McGill adviser quits over 'escalating pattern of hostility' toward Jews
The chair of McGill Law School’s Faculty Advisory Board resigned on Sunday in a public letter, faulting university leaders for turning a blind eye to antisemitism on campus.
“Over the past two and a half years, I have observed an escalating pattern of hostility toward Jewish students, faculty, and alumni met with persistent inaction,” Jonathan Amiel wrote in a letter addressed to McGill Law School dean Tina Piper.
“An institution once defined by intellectual rigour and principled debate has, in too many instances, become an environment where being Jewish, identifying as a Zionist, or maintaining any association with the State of Israel carries professional and personal risk,” he continued.
Amiel’s decision was triggered by a recent referendum by the Law Students’ Association (LSA) that supported amending the group’s constitution to boycott Israeli academic bodies.
The vote, which ended on March 21, was backed by roughly 57 per cent of McGill law students who cast a ballot and opposed by 43 per cent. It is unclear what the next steps are for the student association, given its bylaws state constitutional amendments must be passed by a two-thirds supermajority.
The LSA did not respond to National Post’s request for comment.
Amiel said the “outcome makes clear that this is no longer a student body I can support, either financially or through the considerable time and effort I have invested in their academic and professional development.”
A "revolutionary youth summer program" being run by participants of the encampment at McGill University, especially one that glorifies violence and terror, is unacceptable.@mcgillu must immediately launch an investigation into the activities of SPHR, shut this program down and… pic.twitter.com/U8DMJPcZMp
— Friends of Simon Wiesenthal Center (@CanadianFSWC) June 14, 2024
McGill has become a focal point of anti-Israel activism since October 7. Activists have screamed at Jewish students to “Go back to Poland” and chanted “Viva, via, intifada” on the Montreal-based campus. Student groups have celebrated the October 7 atrocities perpetrated by Hamas, calling them acts of “liberation” and have shared posters promoting a “revolutionary youth summer program” featuring keffiyeh-clad militants holding machine guns. In early March, antisemitic graffiti in bathroom stalls at the university’s faculty of medicine featured messages like “Jews out of McGill Med” and “Kill all Jews.”

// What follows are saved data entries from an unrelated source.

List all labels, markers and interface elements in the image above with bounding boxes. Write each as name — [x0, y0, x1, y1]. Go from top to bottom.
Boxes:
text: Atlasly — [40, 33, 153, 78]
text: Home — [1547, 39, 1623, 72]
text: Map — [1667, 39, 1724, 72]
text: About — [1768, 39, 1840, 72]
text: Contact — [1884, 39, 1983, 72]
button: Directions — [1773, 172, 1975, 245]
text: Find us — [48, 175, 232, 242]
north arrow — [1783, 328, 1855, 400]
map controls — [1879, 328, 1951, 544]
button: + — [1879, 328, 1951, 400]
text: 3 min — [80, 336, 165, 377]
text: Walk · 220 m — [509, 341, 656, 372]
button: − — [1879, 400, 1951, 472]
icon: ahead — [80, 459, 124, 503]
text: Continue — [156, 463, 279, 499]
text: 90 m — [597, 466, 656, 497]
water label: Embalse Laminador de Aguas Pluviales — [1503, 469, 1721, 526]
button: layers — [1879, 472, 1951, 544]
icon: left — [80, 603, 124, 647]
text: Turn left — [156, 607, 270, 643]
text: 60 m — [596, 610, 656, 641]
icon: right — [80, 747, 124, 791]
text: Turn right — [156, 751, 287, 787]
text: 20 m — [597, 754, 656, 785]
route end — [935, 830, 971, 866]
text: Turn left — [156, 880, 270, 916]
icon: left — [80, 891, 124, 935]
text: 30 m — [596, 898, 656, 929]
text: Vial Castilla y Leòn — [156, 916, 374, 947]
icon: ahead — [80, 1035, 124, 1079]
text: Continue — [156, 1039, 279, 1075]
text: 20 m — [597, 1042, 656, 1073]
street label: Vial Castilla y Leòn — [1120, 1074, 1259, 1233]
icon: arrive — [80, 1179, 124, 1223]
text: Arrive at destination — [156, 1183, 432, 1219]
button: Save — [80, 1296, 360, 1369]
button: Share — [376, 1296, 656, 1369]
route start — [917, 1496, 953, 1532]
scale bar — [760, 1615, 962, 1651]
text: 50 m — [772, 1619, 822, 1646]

Amiel spoke generally in his open letter, published on LinkedIn, about the failure of McGill administrators to intervene “without meaningful consequence” as students engaged in disruptive behaviours. Amiel, the managing director of private equity firm Saturnia Asset Management, underscored that his letter was not calling into question “the personal integrity or intentions of McGill’s leadership,” whom he said he respected.
This was taken during today's protest at McGill University.
— David Jacobs (@DrJacobsRad) March 28, 2024
Conspiracy theories, especially ones with racist and hateful messages have no place in our institutions of higher learning.#Cdnpoli #antisemitism @mcgillu pic.twitter.com/uXVYwMFxfM
“However, institutional responsibility turns on action, not intention. The defining feature of this period has been an absence of decisive leadership at moments when clarity and resolve were required,” he continued. “In that absence, direction has effectively been ceded to actors whose objectives are fundamentally misaligned with the University’s core academic mission.”
Amiel also resigned his position as a course lecturer and copied senior McGill administrators in his letter, including president Deep Saini, chancellor Pierre Boivin and Marc Weinstein, the vice-president of university advancement.
“This referendum was advanced within an independent student association over which the University does not exercise direct authority,” Saini wrote in a letter published Tuesday , shared with the Post.
Saini’s strongly worded message, directed to the “McGill Law community,” maintained that the university would distance itself from any group that sought to implement such policies and underscored that the administration viewed them as targeting Jewish students.
“The effects here are antisemitic, and that plain fact must guide McGill’s response,” Saini continued. “Accordingly, McGill cannot and will not remain in a contractual relationship with a student association that incorporates such amendments into its governance framework.”
The president added that the motion “triggers a positive duty of care…to confront these impacts and to ensure a safe climate for all, free from discrimination.”
The Centre for Israel and Jewish Affairs (CIJA), a Canadian Jewish political group, pointed the Post to a statement published Tuesday afternoon noting, “We are deeply concerned by the ongoing developments within student governance at McGill University Faculty of Law.”
The message criticized the boycott campaign targeting Israel and touched on Amiel’s resignation, saying it “further underscores the seriousness of the situation.”
Amiel, who could not be reached for comment, expressed his “sincere hope that this resignation may stand as the most meaningful contribution I can now make.”
“If it serves, even in some small measure, to prompt the reflection and course correction necessary to restore this University as a genuinely welcoming and principled environment for Jewish students, scholars, and faculty, then it will have had a purpose.”